THE DATA Block Start

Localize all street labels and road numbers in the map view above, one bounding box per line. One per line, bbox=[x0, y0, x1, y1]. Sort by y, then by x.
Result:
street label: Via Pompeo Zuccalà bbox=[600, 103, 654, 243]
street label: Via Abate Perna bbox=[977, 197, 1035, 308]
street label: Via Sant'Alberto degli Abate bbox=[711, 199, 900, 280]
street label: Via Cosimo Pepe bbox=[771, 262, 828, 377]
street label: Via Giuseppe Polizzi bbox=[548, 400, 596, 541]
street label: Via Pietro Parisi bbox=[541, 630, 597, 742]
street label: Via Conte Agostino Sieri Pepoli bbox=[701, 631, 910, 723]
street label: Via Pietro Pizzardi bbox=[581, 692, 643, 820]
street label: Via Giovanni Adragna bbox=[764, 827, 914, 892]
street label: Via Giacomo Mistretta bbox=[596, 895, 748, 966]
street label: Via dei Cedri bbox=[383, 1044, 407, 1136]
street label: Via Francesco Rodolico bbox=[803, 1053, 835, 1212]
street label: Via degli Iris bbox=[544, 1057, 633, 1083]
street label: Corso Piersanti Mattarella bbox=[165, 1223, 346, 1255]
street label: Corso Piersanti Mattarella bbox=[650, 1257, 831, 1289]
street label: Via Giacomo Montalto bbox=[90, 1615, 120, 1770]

THE DATA Block End

• [WHAT YOU HAVE TO DO]: Copy each line of the records verbatim.

• [RESPONSE TO THIS EXERCISE]:
Localize all street labels and road numbers in the map view above, one bounding box per line. One per line, bbox=[x0, y0, x1, y1]. Sort by y, then by x.
Result:
street label: Via Pompeo Zuccalà bbox=[600, 103, 654, 243]
street label: Via Abate Perna bbox=[977, 197, 1035, 308]
street label: Via Sant'Alberto degli Abate bbox=[711, 199, 900, 280]
street label: Via Cosimo Pepe bbox=[771, 262, 828, 377]
street label: Via Giuseppe Polizzi bbox=[548, 400, 596, 541]
street label: Via Pietro Parisi bbox=[541, 630, 597, 742]
street label: Via Conte Agostino Sieri Pepoli bbox=[701, 631, 910, 723]
street label: Via Pietro Pizzardi bbox=[581, 692, 643, 820]
street label: Via Giovanni Adragna bbox=[764, 827, 914, 892]
street label: Via Giacomo Mistretta bbox=[596, 895, 748, 966]
street label: Via dei Cedri bbox=[383, 1044, 407, 1136]
street label: Via Francesco Rodolico bbox=[803, 1053, 835, 1212]
street label: Via degli Iris bbox=[544, 1057, 633, 1083]
street label: Corso Piersanti Mattarella bbox=[165, 1223, 346, 1255]
street label: Corso Piersanti Mattarella bbox=[650, 1257, 831, 1289]
street label: Via Giacomo Montalto bbox=[90, 1615, 120, 1770]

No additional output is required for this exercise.